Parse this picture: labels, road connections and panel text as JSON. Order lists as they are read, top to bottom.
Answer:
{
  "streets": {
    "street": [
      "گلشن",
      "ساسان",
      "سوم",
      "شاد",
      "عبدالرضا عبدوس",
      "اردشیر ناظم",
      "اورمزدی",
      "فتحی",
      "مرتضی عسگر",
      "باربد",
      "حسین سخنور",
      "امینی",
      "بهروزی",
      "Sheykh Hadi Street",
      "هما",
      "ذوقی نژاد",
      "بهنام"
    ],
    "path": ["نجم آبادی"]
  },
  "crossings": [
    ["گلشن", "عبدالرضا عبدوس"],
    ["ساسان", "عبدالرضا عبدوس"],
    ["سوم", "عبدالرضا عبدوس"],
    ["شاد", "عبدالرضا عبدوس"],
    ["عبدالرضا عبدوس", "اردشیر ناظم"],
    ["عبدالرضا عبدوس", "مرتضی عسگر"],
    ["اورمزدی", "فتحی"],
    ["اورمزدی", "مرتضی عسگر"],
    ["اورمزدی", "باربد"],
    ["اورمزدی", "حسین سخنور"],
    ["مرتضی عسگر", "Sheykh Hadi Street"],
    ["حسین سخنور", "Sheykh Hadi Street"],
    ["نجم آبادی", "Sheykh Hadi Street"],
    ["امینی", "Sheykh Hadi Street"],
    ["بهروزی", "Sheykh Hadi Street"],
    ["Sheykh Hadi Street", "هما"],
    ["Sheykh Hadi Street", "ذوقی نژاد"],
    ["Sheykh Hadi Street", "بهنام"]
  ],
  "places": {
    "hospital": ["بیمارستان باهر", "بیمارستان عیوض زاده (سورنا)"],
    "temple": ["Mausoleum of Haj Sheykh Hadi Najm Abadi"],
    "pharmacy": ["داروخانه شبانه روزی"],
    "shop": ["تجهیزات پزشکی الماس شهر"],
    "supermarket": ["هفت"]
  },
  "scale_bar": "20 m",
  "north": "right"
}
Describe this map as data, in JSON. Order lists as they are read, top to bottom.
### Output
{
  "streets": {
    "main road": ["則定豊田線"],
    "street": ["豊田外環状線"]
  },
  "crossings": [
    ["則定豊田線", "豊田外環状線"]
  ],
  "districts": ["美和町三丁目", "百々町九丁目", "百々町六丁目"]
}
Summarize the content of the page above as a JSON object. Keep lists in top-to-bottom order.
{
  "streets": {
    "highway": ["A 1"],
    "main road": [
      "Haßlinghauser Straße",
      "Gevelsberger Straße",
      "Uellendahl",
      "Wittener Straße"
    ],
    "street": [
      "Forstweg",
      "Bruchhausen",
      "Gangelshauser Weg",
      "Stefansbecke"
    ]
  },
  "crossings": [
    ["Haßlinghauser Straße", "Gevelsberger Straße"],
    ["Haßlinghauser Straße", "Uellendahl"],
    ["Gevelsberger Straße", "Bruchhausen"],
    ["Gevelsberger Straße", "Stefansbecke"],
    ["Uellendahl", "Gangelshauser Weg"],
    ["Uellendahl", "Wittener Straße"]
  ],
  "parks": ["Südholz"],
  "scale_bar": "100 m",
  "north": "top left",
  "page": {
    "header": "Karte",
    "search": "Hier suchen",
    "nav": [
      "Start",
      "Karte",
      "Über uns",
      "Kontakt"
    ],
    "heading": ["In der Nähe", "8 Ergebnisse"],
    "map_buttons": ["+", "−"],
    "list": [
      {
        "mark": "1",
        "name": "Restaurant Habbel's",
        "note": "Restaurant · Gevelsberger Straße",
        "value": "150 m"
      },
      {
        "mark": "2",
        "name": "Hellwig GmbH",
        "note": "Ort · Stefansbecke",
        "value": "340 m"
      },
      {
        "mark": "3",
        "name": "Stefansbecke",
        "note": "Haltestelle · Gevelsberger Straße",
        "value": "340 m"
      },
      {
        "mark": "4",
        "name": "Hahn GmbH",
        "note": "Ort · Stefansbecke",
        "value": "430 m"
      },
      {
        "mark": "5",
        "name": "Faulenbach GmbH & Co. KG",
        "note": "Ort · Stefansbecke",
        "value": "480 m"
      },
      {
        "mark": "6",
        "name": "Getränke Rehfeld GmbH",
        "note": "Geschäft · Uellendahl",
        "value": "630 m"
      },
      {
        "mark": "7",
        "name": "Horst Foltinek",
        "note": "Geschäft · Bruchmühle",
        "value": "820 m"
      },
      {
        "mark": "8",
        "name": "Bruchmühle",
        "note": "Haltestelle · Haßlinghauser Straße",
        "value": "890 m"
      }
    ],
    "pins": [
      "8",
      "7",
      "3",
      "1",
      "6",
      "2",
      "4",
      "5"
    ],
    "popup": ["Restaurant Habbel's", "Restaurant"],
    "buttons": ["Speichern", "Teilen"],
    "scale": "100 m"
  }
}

What to do: Look through the records and copy down every line that holds "lists".

Task answer:
Parse this picture: labels, road connections and panel text as JSON. Order lists as they are read, top to bottom.
Describe this map as data, in JSON. Order lists as they are read, top to bottom.
Summarize the content of the page above as a JSON object. Keep lists in top-to-bottom order.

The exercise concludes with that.